Понятно, что после этого я рассказал Биби всю историю с самого начала и до того момента, когда я нашел ее. То есть до «Медведя». Ах, Анни. Если бы я был Шехерезадой! Ей было дозволено говорить о своей жизни тысячу и одну ночь, и это спасло ее. Если бы у меня было столько же времени, я бы сейчас повторил тебе всю историю, которую ты только что выслушала, еще раз, ведь я рассказывал ее, слово в слово, для Биби. Так сделал бы любой сказочник на главной площади Марракеша или Багдада.

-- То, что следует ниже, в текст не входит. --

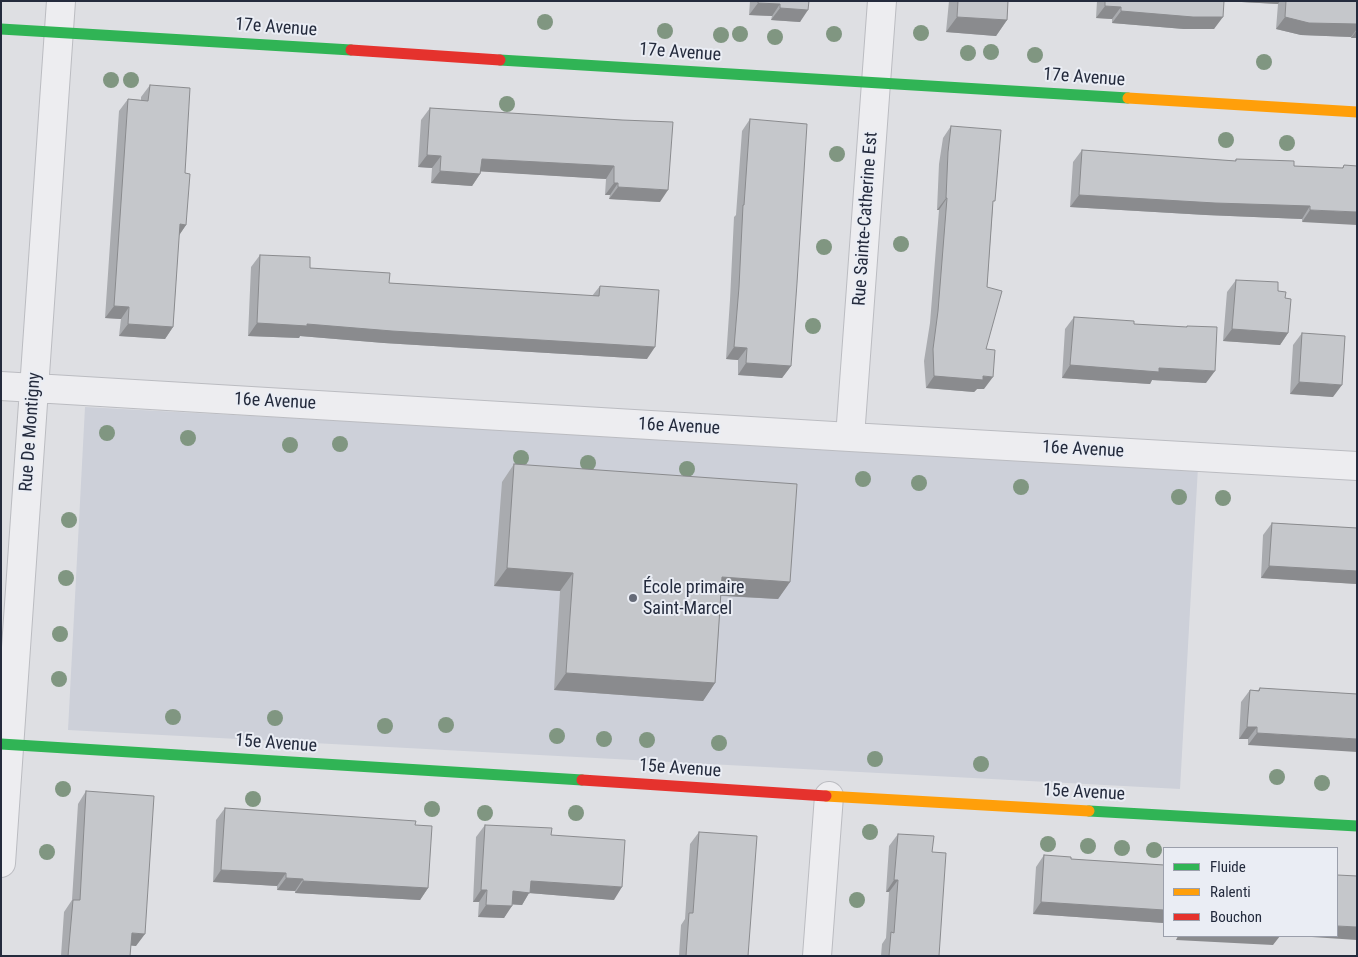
<!DOCTYPE html>
<meta charset="utf-8">
<style>
body{margin:0}
#map{position:relative;width:1358px;height:957px;overflow:hidden;background:#dedfe3;font-family:"Roboto Condensed",sans-serif}
canvas{display:block}
.frame{position:absolute;inset:0;border:2px solid #242b3d;pointer-events:none}
.legend{position:absolute;left:1163px;top:847px;width:175px;height:90px;box-sizing:border-box;background:#eaedf4;border:1px solid #9b9fab;margin:0;padding:6px 9px;list-style:none;font-size:15px;color:#242b3d}
.legend li{display:flex;align-items:center;gap:10px;height:25px}
.legend b{width:25px;border:1px solid #9b9fab}
</style>
<div id="map">
<canvas width="1358" height="957"></canvas>
<div class="frame"></div>
<ul class="legend">
<li><b style="height:6px;background:#30b455"></b>Fluide</li>
<li><b style="height:6px;background:#ff9f0a"></b>Ralenti</li>
<li><b style="height:6px;background:#e5322d"></b>Bouchon</li>
</ul>
</div>
<script>
const ctx = document.querySelector('canvas').getContext('2d');
ctx.lineJoin = 'round';
function fill(path, color) { ctx.fillStyle = color; ctx.fill(path, 'evenodd'); }
const poly = rows => new Path2D(rows.map(r => 'M' + r).join(''));
function trace(path, color, width, dash) { ctx.strokeStyle = color; ctx.lineWidth = width; ctx.lineCap = dash ? 'butt' : 'round'; ctx.setLineDash(dash || []); ctx.stroke(path); }
function label(font, color, halo, rows, align = 'center') {
  ctx.font = font + ' "Roboto Condensed",sans-serif'; ctx.lineWidth = 4; ctx.setLineDash([]); ctx.textBaseline = 'middle'; ctx.strokeStyle = halo; ctx.fillStyle = color; for (const [text, x, y, turn = 0] of rows) {
    ctx.save(); ctx.translate(x, y); ctx.rotate((+turn || 0) * Math.PI / 180); ctx.textAlign = isNaN(turn) ? turn : align; if (halo) ctx.strokeText(text, 0, 0); ctx.fillText(text, 0, 0); ctx.restore();
  }
}
fill(poly([
 [85,407,1198,467,1180,789,68,730]
]), '#cdd0d9');
const street = poly([
 [1,386,850,437,1357,466],
 [850,437,882,1],
 [1,863,61,1],
 [817,956,829,796]
]);
trace(street, '#bbbcc1', 30);
trace(street, '#ededf0', 28);
trace(poly([
 [1,29,351,50],
 [500,60,1128,98],
 [1,744,582,780],
 [1089,811,1357,826]
]), '#30b455', 11);
trace(poly([
 [1128,98,1357,112],
 [826,796,1089,811]
]), '#ff9f0a', 11);
trace(poly([
 [351,50,500,60],
 [582,780,826,796]
]), '#e5322d', 11);
ctx.fillStyle = '#809681';
for (const [x, y] of [
 [545,22],
 [665,31],
 [921,33],
 [740,34],
 [834,34],
 [721,35],
 [775,37],
 [991,52],
 [968,53],
 [1035,55],
 [1264,62],
 [111,80],
 [131,80],
 [507,104],
 [1226,140],
 [1287,143],
 [837,154],
 [901,244],
 [824,247],
 [813,326],
 [107,433],
 [188,438],
 [340,444],
 [290,445],
 [521,458],
 [588,463],
 [687,469],
 [863,479],
 [919,483],
 [1021,487],
 [1179,497],
 [1223,498],
 [69,520],
 [66,578],
 [60,634],
 [59,679],
 [173,717],
 [275,718],
 [446,725],
 [385,726],
 [557,736],
 [604,739],
 [647,740],
 [719,743],
 [875,759],
 [981,764],
 [1277,777],
 [1322,783],
 [63,789],
 [253,799],
 [432,809],
 [485,813],
 [576,813],
 [870,832],
 [1048,844],
 [1088,846],
 [1122,848],
 [1154,850],
 [47,852],
 [857,900]
]) { ctx.beginPath(); ctx.arc(x, y, 8, 0, 2 * Math.PI); ctx.fill(); }
fill(poly([
 [750,1,809,1,800,22,771,20,772,16,749,15],
 [949,1,1008,1,1007,20,996,36,946,32],
 [1097,1,1357,1,1357,38,1351,38,1351,37,1301,35,1276,29,1278,4,1224,1,1214,29,1184,29,1112,23,1112,19,1096,18],
 [150,85,185,173,186,225,179,235,173,327,165,339,119,336,121,319,105,318,119,111,128,99,141,100,141,97],
 [430,108,622,120,660,202,609,199,610,195,605,195,606,179,481,171,480,174,472,186,431,183,432,168,418,167,421,120],
 [750,119,791,366,782,378,738,375,738,360,726,359,730,300,734,217,736,215,742,131],
 [951,126,993,205,987,287,984,389,977,389,974,392,926,388,924,361,930,323,939,210,937,210,939,164,943,138],
 [1082,150,1235,161,1236,159,1294,166,1342,168,1344,165,1357,166,1302,222,1302,219,1206,215,1070,207,1073,162],
 [260,255,310,268,389,283,592,296,600,286,647,359,384,343,300,336,299,338,248,336,251,267],
 [1236,280,1278,291,1285,298,1288,333,1280,345,1223,341,1227,292],
 [1074,317,1134,324,1186,327,1187,326,1206,383,1152,380,1150,384,1062,378,1065,329],
 [1302,333,1333,397,1290,394,1293,345],
 [514,464,790,582,778,599,721,596,715,683,703,701,554,690,560,591,494,586,502,482],
 [1272,523,1357,528,1357,584,1261,578,1263,535],
 [1260,688,1357,694,1248,745,1248,739,1239,739,1241,702,1250,690,1258,690],
 [86,791,136,946,131,945,130,956,61,956,64,912,72,900,78,804],
 [225,808,415,825,428,888,420,900,295,893,295,891,277,890,277,886,213,882,216,820],
 [485,825,551,835,614,900,529,893,522,905,512,904,504,918,478,917,479,902,473,902,476,837],
 [699,832,748,956,679,956,681,925,685,919,690,844],
 [898,834,932,852,939,956,881,956,882,944,886,938,889,892,886,892,889,846],
 [1044,855,1071,859,1164,865,1164,923,1033,914,1036,867]
]), '#a9abaf');
fill(poly([
 [1223,1,1280,1,1278,4],
 [758,3,780,4,772,16,749,15],
 [1105,6,1121,7,1112,19,1096,18],
 [780,8,808,10,800,22,771,20],
 [1121,11,1223,17,1214,29,1184,29,1112,23],
 [957,17,1007,20,996,36,946,32],
 [1285,17,1357,24,1357,29,1351,37,1301,35,1276,29],
 [1357,30,1357,38,1351,38],
 [427,155,441,156,432,168,418,167],
 [482,159,614,166,606,179,473,171],
 [440,171,480,174,472,186,431,183],
 [614,183,618,183,610,195,605,195],
 [618,187,668,190,660,202,609,199],
 [1079,195,1310,206,1302,219,1206,215,1070,207],
 [946,198,947,198,939,210,937,210],
 [1310,210,1357,212,1357,225,1302,222],
 [180,224,186,225,178,237],
 [114,306,129,307,121,319,105,318],
 [257,323,307,324,655,347,647,359,384,343,300,336,299,338,248,336],
 [128,324,173,327,165,339,119,336],
 [1232,329,1288,333,1280,345,1223,341],
 [734,347,747,348,738,360,726,359],
 [746,363,791,366,782,378,738,375],
 [1070,365,1159,368,1215,371,1206,383,1152,380,1150,384,1062,378],
 [934,376,983,376,993,377,984,389,977,389,974,392,926,388],
 [1299,382,1342,385,1333,397,1290,394],
 [1269,566,1357,571,1357,584,1261,578],
 [507,568,573,573,560,591,494,586],
 [722,577,790,582,778,599,710,595],
 [566,673,715,683,703,701,554,690],
 [1247,727,1257,727,1248,739,1239,739],
 [1257,733,1357,739,1357,752,1248,745],
 [221,870,286,873,277,886,213,882],
 [286,878,303,879,295,891,277,890],
 [894,880,898,880,889,892,886,892],
 [303,881,428,888,420,900,295,893],
 [531,881,622,887,614,900,529,893,522,905,504,904,513,891],
 [481,890,487,890,479,902,473,902],
 [1041,902,1164,910,1164,923,1033,914],
 [486,905,512,906,504,918,478,917],
 [1337,926,1357,927,1357,940,1297,936,1337,936],
 [132,933,145,934,136,946,124,945],
 [1178,936,1280,936,1273,945,1176,940]
]), '#8a8b8e');
const building = poly([
 [758,1,809,1,808,10,780,8,780,4,758,3,758,1],
 [958,1,1008,1,1007,20,957,17,958,1],
 [1105,1,1224,1,1223,17,1193,17,1121,11,1121,7,1105,6,1105,1],
 [1286,1,1357,1,1357,24,1309,23,1285,17,1286,1],
 [150,85,190,88,185,173,190,174,186,225,180,224,173,327,128,324,129,307,114,306,128,99,148,101,150,85],
 [430,108,622,120,673,122,668,190,618,187,618,183,614,183,614,166,482,159,480,174,440,171,441,156,427,155,430,108],
 [750,119,807,124,797,283,791,366,746,363,747,348,734,347,739,287,743,205,744,205,750,119],
 [951,126,1001,130,995,201,993,201,987,287,1002,291,986,349,995,350,993,377,983,376,983,380,934,376,933,349,938,311,947,198,946,198,948,152,951,126],
 [1082,150,1236,161,1236,159,1294,161,1294,166,1343,168,1344,165,1357,166,1357,212,1310,210,1310,206,1215,203,1079,195,1082,150],
 [260,255,310,257,310,268,390,273,389,283,599,296,600,286,659,290,655,347,392,331,307,324,307,326,257,323,260,255],
 [1236,280,1278,282,1278,291,1286,292,1285,298,1291,299,1288,333,1232,329,1236,280],
 [1074,317,1134,321,1134,324,1187,327,1187,326,1217,327,1215,371,1159,368,1159,372,1070,365,1074,317],
 [1302,333,1345,336,1342,385,1299,382,1302,333],
 [514,464,797,484,790,582,722,577,715,683,566,673,573,573,507,568,514,464],
 [1272,523,1357,528,1357,571,1269,566,1272,523],
 [1260,688,1357,694,1357,739,1257,733,1257,727,1247,727,1250,690,1259,691,1260,688],
 [86,791,154,796,145,934,132,933,130,956,68,956,73,900,80,900,86,791],
 [225,808,416,821,415,825,432,826,428,888,303,881,303,879,286,878,286,873,221,870,225,808],
 [485,825,552,828,551,835,625,840,622,887,531,881,530,893,513,891,512,906,486,905,487,890,481,890,485,825],
 [699,832,757,836,748,956,686,956,689,913,693,913,699,832],
 [898,834,934,836,932,852,946,853,939,956,889,956,891,932,894,933,898,880,894,880,898,834],
 [1044,855,1071,857,1071,859,1164,865,1164,910,1041,902,1044,855],
 [1337,875,1357,876,1357,927,1337,926,1337,875]
]);
fill(building, '#c5c7cb');
trace(building, '#8a8b8e', 1);
for (const [x, y, r, color] of [
 [633,598,5,"#656a77"]
]) { const dot = new Path2D(); dot.arc(x, y, r, 0, 2 * Math.PI); ctx.fillStyle = color; ctx.fill(dot); trace(dot, '#eaedf4', 2); }
label('18px', '#242b3d', '#eaedf4', [
 ["17e Avenue",276,28,4],
 ["17e Avenue",680,53,4],
 ["17e Avenue",1084,78,4],
 ["Rue Sainte-Catherine Est",866,219,-86],
 ["16e Avenue",275,402,3],
 ["16e Avenue",679,427,3],
 ["Rue De Montigny",31,432,-86],
 ["16e Avenue",1083,450,3],
 ["15e Avenue",276,744,4],
 ["15e Avenue",680,769,4],
 ["15e Avenue",1084,793,3]
]);
label('18px', '#242b3d', '#eaedf4', [
 ["École primaire",643,588],
 ["Saint-Marcel",643,609]
], 'left');
</script>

Но это — не восточная сказка, а значит, она меня не спасет. Во всяком случае, я не пропустил ни одной мелочи, потому что Биби должна была понять цель всего этого, а целью был сад виллы господина Кремера. Чемодан с кладом. Место, где я сейчас сижу и пытаюсь наговорить полную кассету на твоем диктофоне. Два миллиона гигабайт, или как это называется? Вот только у меня больше не осталось тысячи и одной ночи. Может, всего-то тысяча секунд и одна в качестве премии. Солнце уже совсем низко над горизонтом. Кто знает, а вдруг ты скоро придешь. Раньше, чем… И что тогда?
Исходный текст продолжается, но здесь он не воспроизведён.